Binyavanga Wainaina è autore di importanti articoli critici sui luoghi comuni che caratterizzano lo sguardo sul continente africano (''How to write about Africa, How not to write about Africa'') e di un fortunato memoir intitolato, nell'edizione italiana edita da 66thand2nd nel 2013, ''Un giorno scriverò di questo posto''.

Lo scrittore fu incluso nel 2014 nella lista del settimanale americano 'Time' dei 100 uomini più influenti del pianeta, dopo che, in seguito all'approvazione di leggi persecutorie sull'omosessualità in Uganda (paese natale di sua madre) e in Nigeria, aveva deciso di rendere nota la sua omosessualità.
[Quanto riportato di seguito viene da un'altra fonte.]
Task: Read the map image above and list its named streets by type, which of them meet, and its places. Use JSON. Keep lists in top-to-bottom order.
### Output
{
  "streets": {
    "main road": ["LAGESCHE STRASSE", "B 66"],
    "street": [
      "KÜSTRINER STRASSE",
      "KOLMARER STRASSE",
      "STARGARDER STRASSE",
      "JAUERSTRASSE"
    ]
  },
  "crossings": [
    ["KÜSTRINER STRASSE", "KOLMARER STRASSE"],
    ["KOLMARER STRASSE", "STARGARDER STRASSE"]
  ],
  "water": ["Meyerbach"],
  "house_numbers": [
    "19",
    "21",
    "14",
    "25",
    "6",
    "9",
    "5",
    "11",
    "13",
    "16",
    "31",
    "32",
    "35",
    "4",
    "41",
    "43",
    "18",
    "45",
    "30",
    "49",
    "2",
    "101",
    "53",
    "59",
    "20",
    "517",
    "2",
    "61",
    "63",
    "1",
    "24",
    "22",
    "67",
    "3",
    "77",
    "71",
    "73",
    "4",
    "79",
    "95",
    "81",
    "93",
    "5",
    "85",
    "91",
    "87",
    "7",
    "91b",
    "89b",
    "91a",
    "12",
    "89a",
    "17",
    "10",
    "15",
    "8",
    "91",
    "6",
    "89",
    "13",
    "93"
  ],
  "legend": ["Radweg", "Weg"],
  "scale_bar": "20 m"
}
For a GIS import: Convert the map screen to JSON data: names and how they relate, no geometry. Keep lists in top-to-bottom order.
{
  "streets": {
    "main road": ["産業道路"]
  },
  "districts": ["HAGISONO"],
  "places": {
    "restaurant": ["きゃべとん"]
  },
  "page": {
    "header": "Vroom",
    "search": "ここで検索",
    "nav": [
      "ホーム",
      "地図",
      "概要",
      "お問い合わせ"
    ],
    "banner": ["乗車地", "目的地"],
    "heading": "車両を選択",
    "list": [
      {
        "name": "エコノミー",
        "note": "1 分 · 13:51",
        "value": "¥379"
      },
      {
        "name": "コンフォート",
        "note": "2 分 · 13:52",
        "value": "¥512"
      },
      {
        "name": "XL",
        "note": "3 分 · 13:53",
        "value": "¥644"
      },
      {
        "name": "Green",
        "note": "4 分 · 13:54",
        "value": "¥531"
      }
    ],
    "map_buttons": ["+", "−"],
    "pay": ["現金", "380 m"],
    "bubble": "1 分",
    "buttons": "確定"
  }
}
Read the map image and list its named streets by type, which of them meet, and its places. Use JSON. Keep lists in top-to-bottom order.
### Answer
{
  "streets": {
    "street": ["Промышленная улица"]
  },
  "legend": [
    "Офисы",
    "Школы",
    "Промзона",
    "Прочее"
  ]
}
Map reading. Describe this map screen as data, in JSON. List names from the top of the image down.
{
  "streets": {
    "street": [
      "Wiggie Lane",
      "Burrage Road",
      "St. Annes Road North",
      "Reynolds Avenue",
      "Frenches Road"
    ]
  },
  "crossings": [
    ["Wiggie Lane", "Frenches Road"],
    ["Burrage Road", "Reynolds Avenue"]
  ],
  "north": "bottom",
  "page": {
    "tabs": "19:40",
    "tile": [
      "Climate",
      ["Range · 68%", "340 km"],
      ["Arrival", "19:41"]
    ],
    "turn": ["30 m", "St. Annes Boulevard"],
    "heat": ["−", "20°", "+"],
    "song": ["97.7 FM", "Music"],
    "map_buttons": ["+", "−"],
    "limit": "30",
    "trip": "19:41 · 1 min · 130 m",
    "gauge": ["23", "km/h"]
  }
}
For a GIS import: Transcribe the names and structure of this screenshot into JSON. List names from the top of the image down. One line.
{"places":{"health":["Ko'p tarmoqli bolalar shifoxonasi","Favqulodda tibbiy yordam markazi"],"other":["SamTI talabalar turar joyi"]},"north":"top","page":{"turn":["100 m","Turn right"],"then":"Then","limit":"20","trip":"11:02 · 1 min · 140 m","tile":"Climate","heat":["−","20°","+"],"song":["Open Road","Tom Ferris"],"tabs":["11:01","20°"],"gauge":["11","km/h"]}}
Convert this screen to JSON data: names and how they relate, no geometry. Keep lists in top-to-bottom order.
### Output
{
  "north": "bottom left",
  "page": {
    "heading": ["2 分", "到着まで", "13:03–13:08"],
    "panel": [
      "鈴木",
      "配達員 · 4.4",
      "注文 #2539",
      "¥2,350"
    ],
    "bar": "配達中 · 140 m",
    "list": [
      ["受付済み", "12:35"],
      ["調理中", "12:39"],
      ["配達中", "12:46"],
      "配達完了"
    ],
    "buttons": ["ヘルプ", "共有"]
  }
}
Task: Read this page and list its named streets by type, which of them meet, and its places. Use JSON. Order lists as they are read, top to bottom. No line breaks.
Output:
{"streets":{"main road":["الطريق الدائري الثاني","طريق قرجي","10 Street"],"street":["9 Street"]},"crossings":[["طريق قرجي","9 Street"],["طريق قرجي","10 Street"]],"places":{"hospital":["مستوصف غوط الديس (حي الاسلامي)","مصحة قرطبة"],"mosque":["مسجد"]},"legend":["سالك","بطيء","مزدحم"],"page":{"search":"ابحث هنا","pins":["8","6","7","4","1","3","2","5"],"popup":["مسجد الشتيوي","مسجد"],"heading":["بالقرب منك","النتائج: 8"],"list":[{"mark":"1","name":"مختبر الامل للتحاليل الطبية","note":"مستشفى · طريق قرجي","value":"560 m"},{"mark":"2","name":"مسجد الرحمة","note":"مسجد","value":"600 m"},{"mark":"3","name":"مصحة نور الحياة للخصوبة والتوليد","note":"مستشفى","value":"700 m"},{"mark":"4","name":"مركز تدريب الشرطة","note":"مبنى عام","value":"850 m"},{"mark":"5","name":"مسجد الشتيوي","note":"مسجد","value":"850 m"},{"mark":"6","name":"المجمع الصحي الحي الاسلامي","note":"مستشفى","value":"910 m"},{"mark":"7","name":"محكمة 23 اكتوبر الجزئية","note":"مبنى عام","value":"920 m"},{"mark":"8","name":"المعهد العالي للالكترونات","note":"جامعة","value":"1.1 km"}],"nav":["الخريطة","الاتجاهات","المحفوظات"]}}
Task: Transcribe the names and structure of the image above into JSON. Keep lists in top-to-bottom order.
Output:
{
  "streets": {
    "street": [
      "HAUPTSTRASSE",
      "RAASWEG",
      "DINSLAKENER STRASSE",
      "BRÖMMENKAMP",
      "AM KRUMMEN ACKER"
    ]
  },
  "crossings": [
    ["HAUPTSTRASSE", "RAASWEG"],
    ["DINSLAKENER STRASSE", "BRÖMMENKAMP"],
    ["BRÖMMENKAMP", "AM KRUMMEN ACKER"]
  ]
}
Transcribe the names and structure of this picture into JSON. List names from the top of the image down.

Lo fece in maniera che la cosa divenne indimenticabile e commovente: ''I am homosexual, mum'' è il capitolo nuovo da aggiungere al suo libro autobiografico, quello in cui Binyavanga immagina di raccontare alla madre, scomparsa da poco, appunto di essere omosessuale. Il pezzo ha suscitato reazioni in tutto il continente e travalicato i confini dell'Africa, facendo di Binyavanga uno dei più ammirati e al contempo autorevoli attivisti del mondo gay africano e non solo. ''Si era sentito in dovere di mettere da parte la vergogna che ha fatto morire tanti, come un suo caro amico, nel silenzio'', ricorda la scrittrice Chimamanda Ngozi Adichie. Vincitore del Caine Prize per la letteratura africana nel 2002, è stata una figura chiave per la comunità artistica nera e di quel continente, grazie al suo impegno costante, le sue qualità letterarie e la sua carica umana. A maggio 2018 aveva annunciato di aver richiesto al proprio compagno nigeriano di sposarlo in Sudafrica.

''Qui a 66thand2nd - si legge in un post della casa editrice - lo amavamo tutti e poterlo pubblicare in Italia è stato un grande onore. Era soprattutto un uomo buono e pieno di dolcezza.
Ci mancherà moltissimo''.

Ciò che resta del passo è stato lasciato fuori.